→ **Exercise materials**:
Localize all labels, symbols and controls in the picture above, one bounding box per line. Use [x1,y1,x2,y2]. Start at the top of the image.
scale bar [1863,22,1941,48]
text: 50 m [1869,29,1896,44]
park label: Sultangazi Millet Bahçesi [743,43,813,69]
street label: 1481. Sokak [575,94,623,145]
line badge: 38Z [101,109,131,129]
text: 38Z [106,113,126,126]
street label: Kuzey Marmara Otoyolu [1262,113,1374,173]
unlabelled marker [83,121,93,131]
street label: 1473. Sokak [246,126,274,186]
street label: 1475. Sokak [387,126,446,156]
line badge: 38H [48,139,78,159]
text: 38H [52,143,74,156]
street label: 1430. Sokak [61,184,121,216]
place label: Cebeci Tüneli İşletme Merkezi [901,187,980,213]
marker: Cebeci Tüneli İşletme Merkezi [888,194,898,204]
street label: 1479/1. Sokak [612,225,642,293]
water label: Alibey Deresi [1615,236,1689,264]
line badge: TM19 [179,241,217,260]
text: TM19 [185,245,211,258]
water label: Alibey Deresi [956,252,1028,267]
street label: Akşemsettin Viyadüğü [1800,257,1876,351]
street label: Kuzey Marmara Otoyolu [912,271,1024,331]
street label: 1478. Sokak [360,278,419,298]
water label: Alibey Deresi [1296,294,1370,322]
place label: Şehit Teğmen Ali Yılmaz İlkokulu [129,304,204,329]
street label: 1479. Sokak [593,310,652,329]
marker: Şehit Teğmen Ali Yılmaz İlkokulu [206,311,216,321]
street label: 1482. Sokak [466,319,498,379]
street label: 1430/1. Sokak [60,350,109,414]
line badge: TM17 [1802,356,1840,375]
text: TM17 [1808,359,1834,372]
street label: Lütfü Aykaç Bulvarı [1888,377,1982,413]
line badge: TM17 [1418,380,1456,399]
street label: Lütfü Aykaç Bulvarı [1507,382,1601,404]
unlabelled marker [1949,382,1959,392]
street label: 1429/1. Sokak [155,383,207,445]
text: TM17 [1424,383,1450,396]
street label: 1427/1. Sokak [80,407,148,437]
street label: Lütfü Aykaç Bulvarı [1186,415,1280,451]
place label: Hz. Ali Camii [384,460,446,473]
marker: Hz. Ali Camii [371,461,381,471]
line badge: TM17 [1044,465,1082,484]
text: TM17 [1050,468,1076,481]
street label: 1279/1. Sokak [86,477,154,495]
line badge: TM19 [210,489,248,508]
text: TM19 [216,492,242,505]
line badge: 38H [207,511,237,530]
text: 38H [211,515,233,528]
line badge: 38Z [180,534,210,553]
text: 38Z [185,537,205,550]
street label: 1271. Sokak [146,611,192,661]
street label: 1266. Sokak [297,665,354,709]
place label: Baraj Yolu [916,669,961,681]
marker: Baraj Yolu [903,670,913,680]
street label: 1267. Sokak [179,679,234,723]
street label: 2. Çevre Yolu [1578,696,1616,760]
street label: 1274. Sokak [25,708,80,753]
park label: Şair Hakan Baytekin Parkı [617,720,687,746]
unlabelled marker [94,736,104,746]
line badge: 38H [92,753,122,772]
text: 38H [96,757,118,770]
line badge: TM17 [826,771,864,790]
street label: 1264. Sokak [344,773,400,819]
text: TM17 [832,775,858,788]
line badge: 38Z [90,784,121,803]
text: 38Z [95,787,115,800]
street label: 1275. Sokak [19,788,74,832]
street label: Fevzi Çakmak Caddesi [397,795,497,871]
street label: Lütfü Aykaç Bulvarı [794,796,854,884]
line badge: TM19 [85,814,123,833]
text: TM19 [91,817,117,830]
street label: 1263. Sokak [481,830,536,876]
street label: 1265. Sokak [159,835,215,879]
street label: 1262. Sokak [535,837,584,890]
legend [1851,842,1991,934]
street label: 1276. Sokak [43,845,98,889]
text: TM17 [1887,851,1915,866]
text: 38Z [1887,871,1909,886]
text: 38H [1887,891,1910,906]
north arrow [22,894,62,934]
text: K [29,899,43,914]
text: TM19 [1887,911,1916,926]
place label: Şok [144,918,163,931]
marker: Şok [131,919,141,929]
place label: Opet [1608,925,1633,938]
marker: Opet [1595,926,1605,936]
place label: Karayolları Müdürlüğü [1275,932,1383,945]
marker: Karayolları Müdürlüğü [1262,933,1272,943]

→ **Problem**:
Go through the material above and copy each line that holds the string "Lütfü".

→ **Solved problem**:
street label: Lütfü Aykaç Bulvarı [1888,377,1982,413]
street label: Lütfü Aykaç Bulvarı [1507,382,1601,404]
street label: Lütfü Aykaç Bulvarı [1186,415,1280,451]
street label: Lütfü Aykaç Bulvarı [794,796,854,884]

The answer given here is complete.